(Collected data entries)

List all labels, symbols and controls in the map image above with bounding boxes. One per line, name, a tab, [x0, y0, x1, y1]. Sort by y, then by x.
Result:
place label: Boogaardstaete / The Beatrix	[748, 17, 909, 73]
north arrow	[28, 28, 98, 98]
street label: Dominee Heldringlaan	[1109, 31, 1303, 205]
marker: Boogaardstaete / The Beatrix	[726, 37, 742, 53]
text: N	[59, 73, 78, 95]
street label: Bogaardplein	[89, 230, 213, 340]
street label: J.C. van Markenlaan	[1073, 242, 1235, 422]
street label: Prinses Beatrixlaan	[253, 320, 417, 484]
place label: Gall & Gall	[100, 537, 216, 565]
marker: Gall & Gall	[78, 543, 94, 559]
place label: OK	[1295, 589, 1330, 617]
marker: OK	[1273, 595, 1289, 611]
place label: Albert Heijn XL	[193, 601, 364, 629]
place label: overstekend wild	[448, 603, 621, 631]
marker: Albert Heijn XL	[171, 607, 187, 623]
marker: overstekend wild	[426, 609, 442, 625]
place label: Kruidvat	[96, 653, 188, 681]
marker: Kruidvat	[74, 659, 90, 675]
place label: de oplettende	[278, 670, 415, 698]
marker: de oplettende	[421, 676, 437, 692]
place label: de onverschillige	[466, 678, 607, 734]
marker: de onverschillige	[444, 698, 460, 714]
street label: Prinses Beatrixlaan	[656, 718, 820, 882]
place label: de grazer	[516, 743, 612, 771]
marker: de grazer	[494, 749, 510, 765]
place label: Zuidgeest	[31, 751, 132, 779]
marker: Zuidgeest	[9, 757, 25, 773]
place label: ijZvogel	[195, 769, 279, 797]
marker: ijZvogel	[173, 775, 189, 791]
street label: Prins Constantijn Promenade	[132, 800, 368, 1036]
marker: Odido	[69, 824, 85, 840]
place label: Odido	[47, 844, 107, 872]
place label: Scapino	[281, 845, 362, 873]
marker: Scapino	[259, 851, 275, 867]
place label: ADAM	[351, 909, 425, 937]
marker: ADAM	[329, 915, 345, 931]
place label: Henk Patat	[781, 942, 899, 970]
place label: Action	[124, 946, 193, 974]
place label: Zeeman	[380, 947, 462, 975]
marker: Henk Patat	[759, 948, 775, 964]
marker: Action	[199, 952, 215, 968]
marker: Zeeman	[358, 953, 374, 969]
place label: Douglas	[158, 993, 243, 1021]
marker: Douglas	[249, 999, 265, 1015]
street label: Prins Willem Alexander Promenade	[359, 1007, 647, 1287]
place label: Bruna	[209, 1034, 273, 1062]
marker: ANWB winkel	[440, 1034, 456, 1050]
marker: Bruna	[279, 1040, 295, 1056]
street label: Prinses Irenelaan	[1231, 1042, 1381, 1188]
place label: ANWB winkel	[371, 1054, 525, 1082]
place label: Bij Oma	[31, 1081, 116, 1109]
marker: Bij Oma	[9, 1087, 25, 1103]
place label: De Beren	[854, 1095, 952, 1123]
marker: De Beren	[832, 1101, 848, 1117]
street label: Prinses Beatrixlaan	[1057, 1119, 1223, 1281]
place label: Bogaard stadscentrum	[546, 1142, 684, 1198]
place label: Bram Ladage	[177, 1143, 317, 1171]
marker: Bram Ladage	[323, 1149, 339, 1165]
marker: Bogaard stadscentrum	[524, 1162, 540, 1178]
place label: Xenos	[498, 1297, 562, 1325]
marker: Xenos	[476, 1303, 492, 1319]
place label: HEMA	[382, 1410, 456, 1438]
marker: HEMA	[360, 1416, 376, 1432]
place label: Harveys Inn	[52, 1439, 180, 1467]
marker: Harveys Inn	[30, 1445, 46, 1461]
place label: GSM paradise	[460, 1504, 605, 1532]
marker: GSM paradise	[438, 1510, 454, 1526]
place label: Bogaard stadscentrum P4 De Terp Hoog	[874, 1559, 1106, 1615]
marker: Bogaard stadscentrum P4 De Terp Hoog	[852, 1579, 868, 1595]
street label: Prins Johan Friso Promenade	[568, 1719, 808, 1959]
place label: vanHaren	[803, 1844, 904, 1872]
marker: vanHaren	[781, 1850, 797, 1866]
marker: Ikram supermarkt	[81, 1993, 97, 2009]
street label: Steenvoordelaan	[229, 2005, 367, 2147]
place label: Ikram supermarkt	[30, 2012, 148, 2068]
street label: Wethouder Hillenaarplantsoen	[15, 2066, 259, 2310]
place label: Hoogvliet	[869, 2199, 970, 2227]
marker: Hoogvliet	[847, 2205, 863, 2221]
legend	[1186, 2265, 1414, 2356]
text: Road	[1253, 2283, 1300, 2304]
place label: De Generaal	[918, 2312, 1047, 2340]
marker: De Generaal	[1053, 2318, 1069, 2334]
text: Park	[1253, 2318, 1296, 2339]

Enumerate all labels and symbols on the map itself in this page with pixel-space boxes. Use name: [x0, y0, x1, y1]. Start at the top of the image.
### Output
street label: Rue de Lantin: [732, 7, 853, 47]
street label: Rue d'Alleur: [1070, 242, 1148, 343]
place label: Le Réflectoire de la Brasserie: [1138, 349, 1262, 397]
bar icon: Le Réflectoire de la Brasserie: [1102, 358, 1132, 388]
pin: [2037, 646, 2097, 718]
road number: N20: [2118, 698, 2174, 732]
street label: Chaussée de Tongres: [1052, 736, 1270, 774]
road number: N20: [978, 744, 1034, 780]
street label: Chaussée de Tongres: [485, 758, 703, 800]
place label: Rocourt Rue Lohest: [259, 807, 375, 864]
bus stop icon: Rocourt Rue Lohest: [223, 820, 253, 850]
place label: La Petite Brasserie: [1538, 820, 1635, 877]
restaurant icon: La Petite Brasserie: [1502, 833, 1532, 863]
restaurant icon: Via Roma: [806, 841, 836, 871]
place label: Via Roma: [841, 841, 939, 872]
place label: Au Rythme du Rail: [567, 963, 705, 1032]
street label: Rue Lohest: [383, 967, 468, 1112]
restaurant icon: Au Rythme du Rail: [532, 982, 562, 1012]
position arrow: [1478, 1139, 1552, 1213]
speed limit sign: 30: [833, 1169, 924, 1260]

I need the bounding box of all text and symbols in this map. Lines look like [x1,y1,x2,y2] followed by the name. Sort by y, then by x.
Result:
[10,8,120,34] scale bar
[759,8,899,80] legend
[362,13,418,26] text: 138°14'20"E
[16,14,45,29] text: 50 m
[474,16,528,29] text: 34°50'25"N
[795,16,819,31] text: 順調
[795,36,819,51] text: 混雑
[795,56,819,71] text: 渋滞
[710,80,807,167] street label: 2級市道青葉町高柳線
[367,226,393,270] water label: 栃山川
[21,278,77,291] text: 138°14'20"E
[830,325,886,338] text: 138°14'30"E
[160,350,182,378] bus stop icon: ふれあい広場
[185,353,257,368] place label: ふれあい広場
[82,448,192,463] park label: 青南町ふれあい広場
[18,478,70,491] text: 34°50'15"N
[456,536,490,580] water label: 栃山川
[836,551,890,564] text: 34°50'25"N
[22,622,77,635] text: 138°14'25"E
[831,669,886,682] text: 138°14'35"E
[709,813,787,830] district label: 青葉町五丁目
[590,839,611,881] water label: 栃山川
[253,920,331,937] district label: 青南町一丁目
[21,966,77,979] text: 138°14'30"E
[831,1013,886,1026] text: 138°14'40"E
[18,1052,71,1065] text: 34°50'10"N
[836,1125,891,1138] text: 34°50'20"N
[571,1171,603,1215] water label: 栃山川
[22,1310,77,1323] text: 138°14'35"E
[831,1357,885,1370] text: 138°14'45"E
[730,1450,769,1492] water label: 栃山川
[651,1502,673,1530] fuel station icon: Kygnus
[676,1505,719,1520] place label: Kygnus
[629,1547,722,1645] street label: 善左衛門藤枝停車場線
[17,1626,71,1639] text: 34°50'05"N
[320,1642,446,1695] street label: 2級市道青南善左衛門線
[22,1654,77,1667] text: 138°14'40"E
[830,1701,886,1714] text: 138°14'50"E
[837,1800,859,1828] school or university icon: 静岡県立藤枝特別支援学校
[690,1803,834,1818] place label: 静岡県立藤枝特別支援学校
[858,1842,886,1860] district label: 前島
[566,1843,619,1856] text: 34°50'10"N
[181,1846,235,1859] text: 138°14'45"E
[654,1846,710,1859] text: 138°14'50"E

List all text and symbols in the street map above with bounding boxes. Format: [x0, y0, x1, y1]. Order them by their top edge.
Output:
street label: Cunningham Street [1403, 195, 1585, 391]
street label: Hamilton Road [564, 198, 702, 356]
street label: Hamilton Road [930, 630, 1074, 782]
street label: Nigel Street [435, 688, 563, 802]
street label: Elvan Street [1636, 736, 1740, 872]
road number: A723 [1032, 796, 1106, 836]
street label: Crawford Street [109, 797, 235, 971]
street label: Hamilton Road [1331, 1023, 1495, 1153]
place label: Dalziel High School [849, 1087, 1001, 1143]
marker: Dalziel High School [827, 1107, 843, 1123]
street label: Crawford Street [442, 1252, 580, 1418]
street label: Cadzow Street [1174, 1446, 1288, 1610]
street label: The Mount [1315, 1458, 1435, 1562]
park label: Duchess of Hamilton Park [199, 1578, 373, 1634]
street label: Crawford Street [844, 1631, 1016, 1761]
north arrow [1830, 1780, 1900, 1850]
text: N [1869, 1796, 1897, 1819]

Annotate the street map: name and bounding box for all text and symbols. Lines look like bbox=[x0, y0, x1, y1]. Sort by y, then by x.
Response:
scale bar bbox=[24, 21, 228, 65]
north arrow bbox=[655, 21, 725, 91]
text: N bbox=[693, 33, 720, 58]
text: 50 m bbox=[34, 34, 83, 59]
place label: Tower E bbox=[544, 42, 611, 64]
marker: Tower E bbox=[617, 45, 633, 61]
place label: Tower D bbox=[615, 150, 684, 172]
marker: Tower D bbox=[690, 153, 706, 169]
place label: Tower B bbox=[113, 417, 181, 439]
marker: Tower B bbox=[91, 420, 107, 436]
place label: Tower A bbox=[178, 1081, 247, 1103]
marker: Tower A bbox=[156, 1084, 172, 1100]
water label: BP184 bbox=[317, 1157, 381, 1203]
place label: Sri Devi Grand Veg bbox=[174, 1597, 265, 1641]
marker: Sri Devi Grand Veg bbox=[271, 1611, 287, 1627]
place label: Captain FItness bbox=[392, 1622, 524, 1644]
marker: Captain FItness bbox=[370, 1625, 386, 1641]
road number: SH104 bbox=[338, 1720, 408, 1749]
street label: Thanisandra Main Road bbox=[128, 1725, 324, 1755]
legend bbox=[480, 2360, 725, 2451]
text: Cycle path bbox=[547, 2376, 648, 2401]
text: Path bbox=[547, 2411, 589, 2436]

• **TASK GOAL**:
Go through the data and show each line that holds "Chaussée".

• **SOLUTION TO THIS TASK**:
street label: Chaussée de Tongres: [1052, 736, 1270, 774]
street label: Chaussée de Tongres: [485, 758, 703, 800]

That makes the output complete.